Here’s an alternative process that uses AccuRev streams:

- Create issues in JIRA as before for the desired features and fixes and assign to developers. Use AccuBridge for JIRA to sync those issues into AccuRev

- Create a stream for R4.2

- Create (or reparent existing) developer workspaces off of this stream.

- When developers finish coding, they use ‘promote to issue’ to push the code to the R4.2 stream (automatically creating a change package that associates the code changes with the JIRA issue, and automatically updating the JIRA issue with an annotation about said code changes).

At this point, the R4.2 stream contains everything that you want to release. If you decide to back out a feature, you can use the revert by change package feature to remove it from the stream. The code changes are always available in the developer’s workspace if you need to revive them in the future. Once it is time to release, you can create a snapshot of the R4.2 stream to preserve it, and then you can go about working on the next release. If R4.2 and R5.0 (The Next Big Release) are happening in parallel, you could create an R5.0 stream as a child of R4.2, so that the R5.0 stream automatically inherits all of the R4.2 changes.

The advantages are many:

- Fewer and simpler merges

- Right-sized feature isolation and management

- Inherent parallelism through code inheritence

- Fewer process steps

- Built-in automation and thus fewer opportunities for manual errors.

I could go on, but I hear the footsteps in the hallway.

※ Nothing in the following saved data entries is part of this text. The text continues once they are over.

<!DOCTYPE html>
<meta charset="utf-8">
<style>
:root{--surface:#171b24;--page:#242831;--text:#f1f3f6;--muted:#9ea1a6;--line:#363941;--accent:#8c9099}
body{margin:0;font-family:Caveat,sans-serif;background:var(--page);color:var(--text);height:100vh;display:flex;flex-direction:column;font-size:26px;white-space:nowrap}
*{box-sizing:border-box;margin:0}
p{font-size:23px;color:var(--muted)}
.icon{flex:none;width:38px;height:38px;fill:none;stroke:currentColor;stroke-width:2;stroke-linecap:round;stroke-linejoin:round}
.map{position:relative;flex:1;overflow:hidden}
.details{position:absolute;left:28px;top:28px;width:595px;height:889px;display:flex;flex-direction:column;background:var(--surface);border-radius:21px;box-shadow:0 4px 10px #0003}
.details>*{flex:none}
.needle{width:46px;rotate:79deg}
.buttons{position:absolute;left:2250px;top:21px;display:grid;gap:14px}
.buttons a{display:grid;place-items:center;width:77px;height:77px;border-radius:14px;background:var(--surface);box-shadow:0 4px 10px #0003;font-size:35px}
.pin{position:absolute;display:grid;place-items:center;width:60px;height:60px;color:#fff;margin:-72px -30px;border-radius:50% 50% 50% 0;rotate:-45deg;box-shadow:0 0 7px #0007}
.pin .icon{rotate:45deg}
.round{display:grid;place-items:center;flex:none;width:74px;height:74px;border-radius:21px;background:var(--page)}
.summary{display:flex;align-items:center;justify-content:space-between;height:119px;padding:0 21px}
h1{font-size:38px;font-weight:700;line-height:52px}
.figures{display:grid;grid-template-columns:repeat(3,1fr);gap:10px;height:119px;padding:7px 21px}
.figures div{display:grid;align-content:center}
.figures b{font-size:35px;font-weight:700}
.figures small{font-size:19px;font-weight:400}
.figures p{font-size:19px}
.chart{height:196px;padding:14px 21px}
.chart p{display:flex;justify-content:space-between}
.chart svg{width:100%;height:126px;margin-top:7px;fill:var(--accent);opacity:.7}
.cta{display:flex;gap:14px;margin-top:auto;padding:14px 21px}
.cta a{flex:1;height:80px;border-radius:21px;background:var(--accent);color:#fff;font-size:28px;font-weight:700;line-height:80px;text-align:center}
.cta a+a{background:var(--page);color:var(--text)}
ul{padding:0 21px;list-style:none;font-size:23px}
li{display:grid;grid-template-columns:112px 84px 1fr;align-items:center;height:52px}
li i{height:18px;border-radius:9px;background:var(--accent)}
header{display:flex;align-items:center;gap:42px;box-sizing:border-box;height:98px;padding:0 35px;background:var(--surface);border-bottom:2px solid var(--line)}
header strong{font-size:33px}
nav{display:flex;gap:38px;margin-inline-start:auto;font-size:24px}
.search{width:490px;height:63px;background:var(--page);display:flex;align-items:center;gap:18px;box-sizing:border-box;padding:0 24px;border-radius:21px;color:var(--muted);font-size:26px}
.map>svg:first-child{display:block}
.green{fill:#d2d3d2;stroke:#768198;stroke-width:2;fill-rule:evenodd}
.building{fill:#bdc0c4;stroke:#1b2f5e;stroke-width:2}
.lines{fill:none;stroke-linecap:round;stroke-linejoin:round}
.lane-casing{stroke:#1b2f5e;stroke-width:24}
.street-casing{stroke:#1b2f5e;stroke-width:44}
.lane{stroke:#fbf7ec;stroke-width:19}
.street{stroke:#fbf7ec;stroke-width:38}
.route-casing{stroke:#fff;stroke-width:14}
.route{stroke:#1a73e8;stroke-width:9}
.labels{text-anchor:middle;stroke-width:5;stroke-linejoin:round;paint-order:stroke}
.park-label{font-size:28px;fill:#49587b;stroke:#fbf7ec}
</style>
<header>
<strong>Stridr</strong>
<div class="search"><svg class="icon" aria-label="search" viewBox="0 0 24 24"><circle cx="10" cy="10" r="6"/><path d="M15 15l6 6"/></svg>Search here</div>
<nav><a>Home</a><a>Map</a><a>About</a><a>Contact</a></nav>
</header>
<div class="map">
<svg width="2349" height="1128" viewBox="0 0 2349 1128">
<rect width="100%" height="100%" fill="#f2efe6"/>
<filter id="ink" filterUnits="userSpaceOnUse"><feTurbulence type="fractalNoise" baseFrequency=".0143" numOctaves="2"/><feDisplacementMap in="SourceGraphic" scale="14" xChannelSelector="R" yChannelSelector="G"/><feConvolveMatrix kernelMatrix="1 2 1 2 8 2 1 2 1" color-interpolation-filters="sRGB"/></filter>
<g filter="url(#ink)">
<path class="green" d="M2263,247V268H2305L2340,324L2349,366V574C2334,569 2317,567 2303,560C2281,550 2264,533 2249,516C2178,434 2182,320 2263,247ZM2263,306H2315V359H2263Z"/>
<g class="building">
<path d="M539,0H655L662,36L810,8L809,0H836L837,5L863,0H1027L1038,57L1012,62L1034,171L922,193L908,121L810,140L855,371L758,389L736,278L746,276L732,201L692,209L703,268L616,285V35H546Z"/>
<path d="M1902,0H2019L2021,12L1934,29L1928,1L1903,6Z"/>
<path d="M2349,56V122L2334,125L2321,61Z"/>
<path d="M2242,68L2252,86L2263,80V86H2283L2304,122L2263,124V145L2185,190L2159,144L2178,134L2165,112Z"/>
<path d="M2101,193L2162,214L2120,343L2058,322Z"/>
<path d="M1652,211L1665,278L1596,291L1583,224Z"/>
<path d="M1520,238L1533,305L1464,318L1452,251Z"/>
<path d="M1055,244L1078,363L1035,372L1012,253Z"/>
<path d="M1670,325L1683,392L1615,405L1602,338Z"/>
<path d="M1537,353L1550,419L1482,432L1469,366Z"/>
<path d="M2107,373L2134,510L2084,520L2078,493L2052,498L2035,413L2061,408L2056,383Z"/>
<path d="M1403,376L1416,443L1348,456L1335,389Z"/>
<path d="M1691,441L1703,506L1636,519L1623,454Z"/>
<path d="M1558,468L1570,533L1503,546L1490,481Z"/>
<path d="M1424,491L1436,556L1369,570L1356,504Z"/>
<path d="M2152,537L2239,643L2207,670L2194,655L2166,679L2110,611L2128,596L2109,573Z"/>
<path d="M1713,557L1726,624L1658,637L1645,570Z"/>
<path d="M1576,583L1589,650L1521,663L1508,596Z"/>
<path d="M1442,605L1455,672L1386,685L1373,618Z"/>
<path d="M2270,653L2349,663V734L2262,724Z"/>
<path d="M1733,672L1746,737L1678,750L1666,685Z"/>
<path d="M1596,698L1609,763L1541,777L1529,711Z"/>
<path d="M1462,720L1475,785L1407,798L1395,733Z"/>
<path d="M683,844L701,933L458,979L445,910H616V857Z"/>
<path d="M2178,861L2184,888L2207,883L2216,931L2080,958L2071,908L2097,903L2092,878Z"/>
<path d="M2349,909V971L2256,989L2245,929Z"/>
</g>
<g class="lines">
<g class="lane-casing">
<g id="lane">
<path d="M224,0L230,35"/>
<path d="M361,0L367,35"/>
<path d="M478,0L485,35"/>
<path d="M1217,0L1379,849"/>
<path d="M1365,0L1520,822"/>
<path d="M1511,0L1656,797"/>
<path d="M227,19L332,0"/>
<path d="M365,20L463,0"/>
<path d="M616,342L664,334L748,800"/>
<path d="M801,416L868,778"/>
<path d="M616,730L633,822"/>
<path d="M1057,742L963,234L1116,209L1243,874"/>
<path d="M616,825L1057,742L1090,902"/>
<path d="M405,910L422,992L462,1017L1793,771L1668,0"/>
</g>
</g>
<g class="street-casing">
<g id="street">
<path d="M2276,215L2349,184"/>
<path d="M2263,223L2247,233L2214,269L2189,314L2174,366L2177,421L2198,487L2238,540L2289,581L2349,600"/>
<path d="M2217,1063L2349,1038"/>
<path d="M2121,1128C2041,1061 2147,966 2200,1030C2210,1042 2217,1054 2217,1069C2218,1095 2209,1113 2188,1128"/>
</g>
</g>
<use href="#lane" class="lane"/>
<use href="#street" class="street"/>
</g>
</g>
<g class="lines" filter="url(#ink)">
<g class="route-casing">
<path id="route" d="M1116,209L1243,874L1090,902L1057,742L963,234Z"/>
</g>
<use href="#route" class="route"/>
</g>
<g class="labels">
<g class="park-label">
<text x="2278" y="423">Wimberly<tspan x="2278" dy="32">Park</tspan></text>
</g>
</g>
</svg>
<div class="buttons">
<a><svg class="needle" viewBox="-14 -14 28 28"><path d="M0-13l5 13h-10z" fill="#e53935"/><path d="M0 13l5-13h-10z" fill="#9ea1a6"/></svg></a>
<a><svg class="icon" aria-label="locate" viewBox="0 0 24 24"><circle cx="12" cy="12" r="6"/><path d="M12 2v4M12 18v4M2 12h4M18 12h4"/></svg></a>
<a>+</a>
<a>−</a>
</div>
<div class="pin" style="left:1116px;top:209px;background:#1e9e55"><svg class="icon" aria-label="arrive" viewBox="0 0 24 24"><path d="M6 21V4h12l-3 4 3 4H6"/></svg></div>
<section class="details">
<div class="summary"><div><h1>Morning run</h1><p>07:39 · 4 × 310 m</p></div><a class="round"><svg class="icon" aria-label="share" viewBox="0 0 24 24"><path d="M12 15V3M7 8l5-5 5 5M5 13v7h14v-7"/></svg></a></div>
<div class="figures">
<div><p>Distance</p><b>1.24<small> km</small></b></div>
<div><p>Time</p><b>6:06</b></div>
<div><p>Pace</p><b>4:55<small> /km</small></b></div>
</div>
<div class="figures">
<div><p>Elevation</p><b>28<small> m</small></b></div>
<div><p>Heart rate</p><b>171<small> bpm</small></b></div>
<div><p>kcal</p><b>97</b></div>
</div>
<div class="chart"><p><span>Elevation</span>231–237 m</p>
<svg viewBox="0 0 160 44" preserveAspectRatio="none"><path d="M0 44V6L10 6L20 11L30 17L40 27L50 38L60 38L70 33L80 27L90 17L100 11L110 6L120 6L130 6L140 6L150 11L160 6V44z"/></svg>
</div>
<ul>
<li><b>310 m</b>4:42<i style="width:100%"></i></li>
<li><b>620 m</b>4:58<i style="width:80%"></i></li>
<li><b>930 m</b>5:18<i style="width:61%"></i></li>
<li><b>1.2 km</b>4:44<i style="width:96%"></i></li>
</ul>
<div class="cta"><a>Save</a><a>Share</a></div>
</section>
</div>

There are people out there who don’t want you to know about streams. “We’ve always used branches,” they’ll say. “We’re too smart to use some vendor’s solution,” others will say. I say, don’t listen to them. Fight the power. Walk right up to them and say “Why branch when you can stream?” And then go ahead and watch your team spend less time fighting with branches and merges, and more time writing features and fixes for your customers.